Aim of the exercise >> In the material below, find each line with the word "Macomb" and copy it.

################

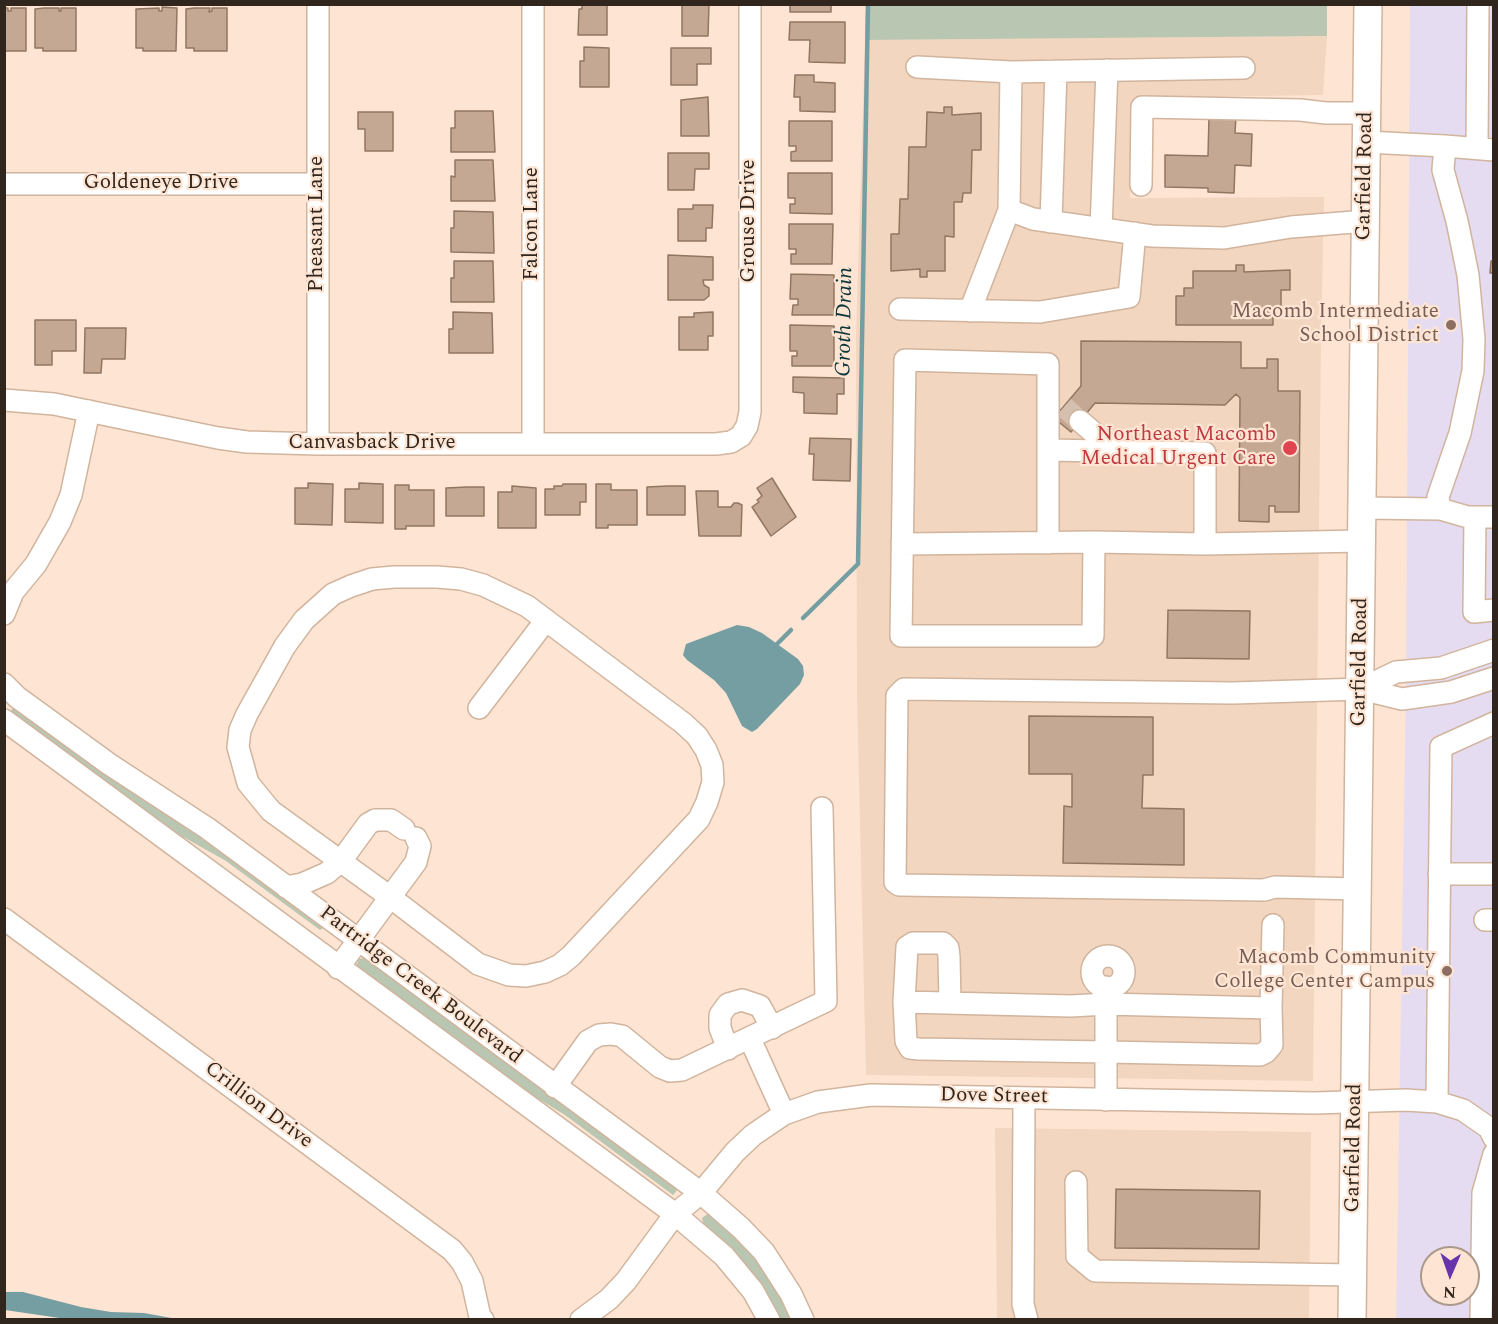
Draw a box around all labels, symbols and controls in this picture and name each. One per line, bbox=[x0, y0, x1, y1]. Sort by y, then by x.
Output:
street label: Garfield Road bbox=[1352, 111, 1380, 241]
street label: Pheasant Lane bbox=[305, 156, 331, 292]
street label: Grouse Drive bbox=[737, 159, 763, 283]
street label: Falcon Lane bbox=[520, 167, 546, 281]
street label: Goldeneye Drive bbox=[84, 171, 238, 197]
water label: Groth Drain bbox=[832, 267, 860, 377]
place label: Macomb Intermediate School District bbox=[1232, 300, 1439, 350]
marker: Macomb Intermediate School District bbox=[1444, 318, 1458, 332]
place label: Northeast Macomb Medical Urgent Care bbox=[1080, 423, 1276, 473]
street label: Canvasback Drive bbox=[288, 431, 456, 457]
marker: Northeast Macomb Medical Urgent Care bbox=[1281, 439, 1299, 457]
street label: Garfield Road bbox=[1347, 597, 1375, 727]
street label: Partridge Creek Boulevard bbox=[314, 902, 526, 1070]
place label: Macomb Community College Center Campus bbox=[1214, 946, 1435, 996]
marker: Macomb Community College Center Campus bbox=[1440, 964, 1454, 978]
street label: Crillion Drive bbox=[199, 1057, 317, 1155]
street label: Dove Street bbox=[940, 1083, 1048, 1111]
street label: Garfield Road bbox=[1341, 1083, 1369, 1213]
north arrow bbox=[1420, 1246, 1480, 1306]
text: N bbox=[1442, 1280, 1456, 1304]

################

Response >>
place label: Macomb Intermediate School District bbox=[1232, 300, 1439, 350]
marker: Macomb Intermediate School District bbox=[1444, 318, 1458, 332]
place label: Northeast Macomb Medical Urgent Care bbox=[1080, 423, 1276, 473]
marker: Northeast Macomb Medical Urgent Care bbox=[1281, 439, 1299, 457]
place label: Macomb Community College Center Campus bbox=[1214, 946, 1435, 996]
marker: Macomb Community College Center Campus bbox=[1440, 964, 1454, 978]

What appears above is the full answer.